> Task goal:
Repeat each record that follows, keeping it identical.

> Dataset records:
_ _ _ _ _ _ _
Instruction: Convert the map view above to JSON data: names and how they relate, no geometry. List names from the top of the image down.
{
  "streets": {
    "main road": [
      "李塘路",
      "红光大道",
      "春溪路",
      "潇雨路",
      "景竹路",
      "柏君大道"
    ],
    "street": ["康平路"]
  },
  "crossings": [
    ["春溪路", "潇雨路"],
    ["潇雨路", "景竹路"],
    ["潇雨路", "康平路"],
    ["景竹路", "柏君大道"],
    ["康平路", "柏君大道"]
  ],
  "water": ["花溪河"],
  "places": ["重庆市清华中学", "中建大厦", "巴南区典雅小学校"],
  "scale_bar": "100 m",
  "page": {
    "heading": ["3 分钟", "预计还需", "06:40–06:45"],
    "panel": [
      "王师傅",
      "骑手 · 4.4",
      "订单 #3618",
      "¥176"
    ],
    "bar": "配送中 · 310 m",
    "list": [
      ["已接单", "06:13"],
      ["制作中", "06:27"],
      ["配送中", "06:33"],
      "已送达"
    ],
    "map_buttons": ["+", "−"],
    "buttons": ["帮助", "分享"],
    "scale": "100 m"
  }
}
_ _ _ _ _ _ _
> Answer to the exercise:
Instruction: Convert the map view above to JSON data: names and how they relate, no geometry. List names from the top of the image down.
{
  "streets": {
    "main road": [
      "李塘路",
      "红光大道",
      "春溪路",
      "潇雨路",
      "景竹路",
      "柏君大道"
    ],
    "street": ["康平路"]
  },
  "crossings": [
    ["春溪路", "潇雨路"],
    ["潇雨路", "景竹路"],
    ["潇雨路", "康平路"],
    ["景竹路", "柏君大道"],
    ["康平路", "柏君大道"]
  ],
  "water": ["花溪河"],
  "places": ["重庆市清华中学", "中建大厦", "巴南区典雅小学校"],
  "scale_bar": "100 m",
  "page": {
    "heading": ["3 分钟", "预计还需", "06:40–06:45"],
    "panel": [
      "王师傅",
      "骑手 · 4.4",
      "订单 #3618",
      "¥176"
    ],
    "bar": "配送中 · 310 m",
    "list": [
      ["已接单", "06:13"],
      ["制作中", "06:27"],
      ["配送中", "06:33"],
      "已送达"
    ],
    "map_buttons": ["+", "−"],
    "buttons": ["帮助", "分享"],
    "scale": "100 m"
  }
}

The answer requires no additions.